Часы-ходики мерно тикают, гиря на цепочке медленно опускается к полу. Я уже научился, что, когда гиря опускается очень низко, нужно одной рукой приподнимать гирю, а другой потянуть за цепочку. Там в жестяном ящичке часов повернется колесико, и часы снова «заведены».

Однажды, когда часы все-таки остановились, а дома никого не было, я придвинул табурет, на него поставил табуреточку, взобрался и, сняв жестяный кожух, долго всматривался в зубчатые колесики, трогал цепочку с гирей, старался представить, как она тянет, как поворачивается колесико, на зубья которого, оказывается, надевается цепочка и заставляет его поворачиваться…

…как колесико цепляется зубчиками за другое и поворачивает, а то крутит стержень, на конце которого две стрелки: часовая и минутная. Так вот почему двигаются по кругу!

К приходу родителей ходики снова работали. Я долго крепился, но не вытерпел, рассказал, как я заглянул вовнутрь, разобрался и все починил.

Бабушка не поверила, для нее устройство даже таких часов – верх сложности, дед в задумчивости погладил меня по голове.

– Все понял?

– Все, дедушка. Сам могу сделать такие часы… но из песка не получится.

Он засмеялся.

– Не всегда будешь рыться в песочке. Не всегда!


Бабушка периодически стол не только моет, но и скоблит ножом. Столешница становится белая, чистая, снова пахнущая стружками, деревом. Но мыть стол – занятие трудное, в щели всегда набиваются крошки, потому стол обычно накрывали скатертью. Так и наряднее, а чтобы скатерть меньше пачкалась, ее сверху накрывали еще и красивыми цветными клеенками. Ну, а чтобы клеенку меньше пачкать, сверху стол застилали газетами.

Это так просто и удобно: мокрую грязную газету собираешь в ком вместе с объедками и выбрасываешь.

А по клеенке просто проходишься мокрой тряпочкой.

Скатерть тоже видно: ее края выглядывают из-под свисающей чуть ли не до полу клеенки.


Вечером дедушка принес желтоватые ровные поленца, пахнущие так, что я безошибочно понял: сейчас будем щипать лучину, это так интересно. Это непросто, зато какие тонкие ровные получаются палочки! Их связывают в пучки, которые бабушка держит в правом уголке мисника, сейчас бы назвали полками для посуды, но из посуды тогда были только оловянные и алюминиевые миски, из мисок едят все, и потому эти посудные полки называются только мисниками, никак иначе.

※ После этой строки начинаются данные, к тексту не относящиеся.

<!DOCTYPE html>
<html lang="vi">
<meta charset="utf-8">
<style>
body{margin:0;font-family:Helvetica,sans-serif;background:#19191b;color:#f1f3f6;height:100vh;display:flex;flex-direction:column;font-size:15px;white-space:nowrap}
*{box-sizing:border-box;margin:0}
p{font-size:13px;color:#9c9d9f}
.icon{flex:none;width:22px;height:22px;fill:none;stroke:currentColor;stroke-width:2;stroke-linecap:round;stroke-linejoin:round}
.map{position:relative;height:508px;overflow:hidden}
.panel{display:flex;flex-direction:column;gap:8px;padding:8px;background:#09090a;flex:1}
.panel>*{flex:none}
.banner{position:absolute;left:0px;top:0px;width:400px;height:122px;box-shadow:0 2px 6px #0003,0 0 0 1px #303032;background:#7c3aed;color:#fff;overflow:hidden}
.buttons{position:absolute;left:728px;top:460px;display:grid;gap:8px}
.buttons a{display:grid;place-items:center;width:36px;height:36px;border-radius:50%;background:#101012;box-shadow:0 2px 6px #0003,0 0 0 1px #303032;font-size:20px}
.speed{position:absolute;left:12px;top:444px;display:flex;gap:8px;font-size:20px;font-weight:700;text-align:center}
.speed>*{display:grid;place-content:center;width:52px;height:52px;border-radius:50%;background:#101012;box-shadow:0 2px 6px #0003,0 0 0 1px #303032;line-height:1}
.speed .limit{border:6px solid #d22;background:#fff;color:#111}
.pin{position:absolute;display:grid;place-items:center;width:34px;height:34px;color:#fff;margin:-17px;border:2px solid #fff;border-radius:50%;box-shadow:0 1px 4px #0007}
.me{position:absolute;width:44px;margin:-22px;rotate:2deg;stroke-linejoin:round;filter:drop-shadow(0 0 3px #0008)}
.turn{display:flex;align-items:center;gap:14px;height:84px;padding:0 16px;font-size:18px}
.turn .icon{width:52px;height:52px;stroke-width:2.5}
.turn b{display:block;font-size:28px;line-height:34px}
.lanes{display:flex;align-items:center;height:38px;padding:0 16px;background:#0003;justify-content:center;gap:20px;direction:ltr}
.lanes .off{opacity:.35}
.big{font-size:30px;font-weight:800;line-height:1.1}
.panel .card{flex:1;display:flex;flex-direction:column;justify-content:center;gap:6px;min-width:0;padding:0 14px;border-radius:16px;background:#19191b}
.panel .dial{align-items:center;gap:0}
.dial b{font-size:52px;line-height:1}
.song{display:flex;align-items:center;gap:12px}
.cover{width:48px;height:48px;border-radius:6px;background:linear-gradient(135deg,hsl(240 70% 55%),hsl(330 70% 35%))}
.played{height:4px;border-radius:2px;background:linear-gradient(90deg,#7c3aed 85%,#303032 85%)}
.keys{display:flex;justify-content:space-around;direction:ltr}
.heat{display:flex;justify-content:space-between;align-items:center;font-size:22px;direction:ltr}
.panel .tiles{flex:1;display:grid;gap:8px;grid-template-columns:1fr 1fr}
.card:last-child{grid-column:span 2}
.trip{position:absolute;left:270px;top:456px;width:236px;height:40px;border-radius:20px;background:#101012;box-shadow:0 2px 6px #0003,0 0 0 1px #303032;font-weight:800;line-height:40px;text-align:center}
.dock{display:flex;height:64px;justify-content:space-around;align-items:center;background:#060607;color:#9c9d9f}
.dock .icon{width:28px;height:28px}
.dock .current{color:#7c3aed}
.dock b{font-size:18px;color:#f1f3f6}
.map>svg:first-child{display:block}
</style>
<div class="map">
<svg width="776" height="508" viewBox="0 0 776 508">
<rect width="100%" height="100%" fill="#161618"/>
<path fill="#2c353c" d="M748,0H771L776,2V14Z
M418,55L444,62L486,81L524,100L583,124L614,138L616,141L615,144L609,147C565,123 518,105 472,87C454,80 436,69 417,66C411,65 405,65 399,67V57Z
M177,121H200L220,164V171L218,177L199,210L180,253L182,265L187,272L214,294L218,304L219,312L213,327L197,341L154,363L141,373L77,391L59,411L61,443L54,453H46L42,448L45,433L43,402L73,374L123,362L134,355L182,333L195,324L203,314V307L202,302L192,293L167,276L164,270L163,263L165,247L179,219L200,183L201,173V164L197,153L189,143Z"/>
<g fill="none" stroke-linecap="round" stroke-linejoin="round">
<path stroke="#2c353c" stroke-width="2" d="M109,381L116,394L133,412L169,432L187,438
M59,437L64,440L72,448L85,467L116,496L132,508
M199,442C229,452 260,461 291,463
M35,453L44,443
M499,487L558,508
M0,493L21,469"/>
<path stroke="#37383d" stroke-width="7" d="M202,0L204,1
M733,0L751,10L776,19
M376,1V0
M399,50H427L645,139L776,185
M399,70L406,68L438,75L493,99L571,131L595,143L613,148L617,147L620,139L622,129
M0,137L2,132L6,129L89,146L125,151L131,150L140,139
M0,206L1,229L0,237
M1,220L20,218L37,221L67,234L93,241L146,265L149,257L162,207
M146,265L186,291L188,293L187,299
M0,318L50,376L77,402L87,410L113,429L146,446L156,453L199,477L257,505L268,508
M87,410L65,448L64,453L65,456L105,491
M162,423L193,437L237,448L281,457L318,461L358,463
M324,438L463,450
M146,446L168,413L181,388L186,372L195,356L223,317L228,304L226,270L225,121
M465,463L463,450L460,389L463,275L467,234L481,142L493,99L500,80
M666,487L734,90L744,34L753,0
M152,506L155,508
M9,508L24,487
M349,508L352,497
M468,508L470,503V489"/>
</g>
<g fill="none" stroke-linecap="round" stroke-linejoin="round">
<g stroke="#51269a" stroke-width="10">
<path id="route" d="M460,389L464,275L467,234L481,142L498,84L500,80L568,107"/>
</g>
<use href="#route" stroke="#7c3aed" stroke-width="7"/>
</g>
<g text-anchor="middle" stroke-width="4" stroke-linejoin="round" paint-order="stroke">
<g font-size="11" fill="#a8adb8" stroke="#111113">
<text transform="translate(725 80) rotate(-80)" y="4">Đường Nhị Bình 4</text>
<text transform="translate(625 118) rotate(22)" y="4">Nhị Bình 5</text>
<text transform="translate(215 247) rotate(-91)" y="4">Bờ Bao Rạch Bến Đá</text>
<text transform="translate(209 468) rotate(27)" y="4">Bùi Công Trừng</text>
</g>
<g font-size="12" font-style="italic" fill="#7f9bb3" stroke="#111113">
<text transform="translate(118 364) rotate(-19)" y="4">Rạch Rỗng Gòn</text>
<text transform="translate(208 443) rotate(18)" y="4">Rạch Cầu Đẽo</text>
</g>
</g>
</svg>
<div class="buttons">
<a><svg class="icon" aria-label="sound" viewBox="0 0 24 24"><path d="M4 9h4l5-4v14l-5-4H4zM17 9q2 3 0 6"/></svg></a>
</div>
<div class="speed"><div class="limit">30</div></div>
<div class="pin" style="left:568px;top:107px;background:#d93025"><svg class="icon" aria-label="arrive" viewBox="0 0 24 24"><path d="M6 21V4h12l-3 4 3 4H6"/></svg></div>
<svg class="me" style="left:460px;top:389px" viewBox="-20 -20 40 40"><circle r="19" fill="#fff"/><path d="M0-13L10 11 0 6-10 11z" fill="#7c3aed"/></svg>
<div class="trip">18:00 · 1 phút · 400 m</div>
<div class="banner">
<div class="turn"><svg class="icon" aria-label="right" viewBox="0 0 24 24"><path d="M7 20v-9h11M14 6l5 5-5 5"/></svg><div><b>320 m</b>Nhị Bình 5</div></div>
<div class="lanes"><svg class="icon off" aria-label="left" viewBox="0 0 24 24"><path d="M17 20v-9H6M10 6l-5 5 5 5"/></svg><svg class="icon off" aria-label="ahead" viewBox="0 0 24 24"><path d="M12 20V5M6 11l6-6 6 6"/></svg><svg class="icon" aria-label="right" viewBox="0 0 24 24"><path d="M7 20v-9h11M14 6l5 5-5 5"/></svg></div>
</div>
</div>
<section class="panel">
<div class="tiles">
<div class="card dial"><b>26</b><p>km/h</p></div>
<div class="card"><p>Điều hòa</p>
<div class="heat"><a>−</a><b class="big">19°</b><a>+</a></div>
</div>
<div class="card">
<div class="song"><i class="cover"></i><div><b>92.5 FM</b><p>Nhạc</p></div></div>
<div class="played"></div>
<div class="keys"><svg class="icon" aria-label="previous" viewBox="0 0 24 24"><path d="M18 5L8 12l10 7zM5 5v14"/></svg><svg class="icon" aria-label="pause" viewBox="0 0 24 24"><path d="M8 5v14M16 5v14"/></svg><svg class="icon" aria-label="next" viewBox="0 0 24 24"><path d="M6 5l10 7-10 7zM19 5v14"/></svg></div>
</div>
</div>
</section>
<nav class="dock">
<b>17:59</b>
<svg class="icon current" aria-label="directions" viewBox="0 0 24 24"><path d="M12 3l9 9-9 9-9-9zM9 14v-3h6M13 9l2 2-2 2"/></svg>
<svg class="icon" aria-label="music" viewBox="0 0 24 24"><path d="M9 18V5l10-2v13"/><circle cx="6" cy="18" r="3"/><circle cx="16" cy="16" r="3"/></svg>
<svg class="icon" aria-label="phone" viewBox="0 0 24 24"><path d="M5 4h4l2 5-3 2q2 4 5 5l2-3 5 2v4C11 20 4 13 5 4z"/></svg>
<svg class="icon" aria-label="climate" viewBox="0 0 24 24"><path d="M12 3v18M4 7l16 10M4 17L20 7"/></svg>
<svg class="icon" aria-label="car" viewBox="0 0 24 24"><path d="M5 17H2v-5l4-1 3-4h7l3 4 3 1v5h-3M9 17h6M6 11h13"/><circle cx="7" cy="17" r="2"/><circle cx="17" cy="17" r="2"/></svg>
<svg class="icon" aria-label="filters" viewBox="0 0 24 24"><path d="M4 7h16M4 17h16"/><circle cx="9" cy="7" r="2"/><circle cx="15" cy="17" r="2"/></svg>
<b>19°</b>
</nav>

Мне нравилось смотреть, как горит лучина, это даже интереснее, чем керосиновая лампа, хотя не так интересно, как свеча, у свечи все больше и больше причудливых наплывов, пока наконец это уже и не свеча, а расплывающееся в блюдце озеро, в середине которого догорает кончик нитки, называемой суровой.


При свете лучины рассказывают обычно о ведьмах, домовых, вылезающих из могил мертвецах, упырях, вурдалаках, песиглавцах и чугастырях. Дед иногда рассказывал, что сейчас наступил совсем-совсем другой мир, что сейчас жить очень хорошо, что сейчас нравы иные, а вот раньше…

И бабушка вступала в разговор, вспоминали детство, когда не было таких лет, даже дней, чтобы в их селах вдоволь ели. В семьях рождалось по пятнадцать-двадцать детей, выживали от силы пятеро, да и те редко дотягивали до возраста, когда начинают плодиться.

На стариков дети всегда смотрели как на обузу, постоянно спрашивали, когда же умрут, освободят место в тесной хате. А зимой самых старых сажали на санки, отвозили в лес и там оставляли. Так было принято.

– Но они же… замерзнут! – вскрикивал я.

– Да, – отвечал дед. – Конечно, замерзнут.

– Но разве так можно?

– Замерзнуть – легкая смерть, – объяснил он. – Становится тепло-тепло, так и засыпаешь… Люди замерзают с улыбкой.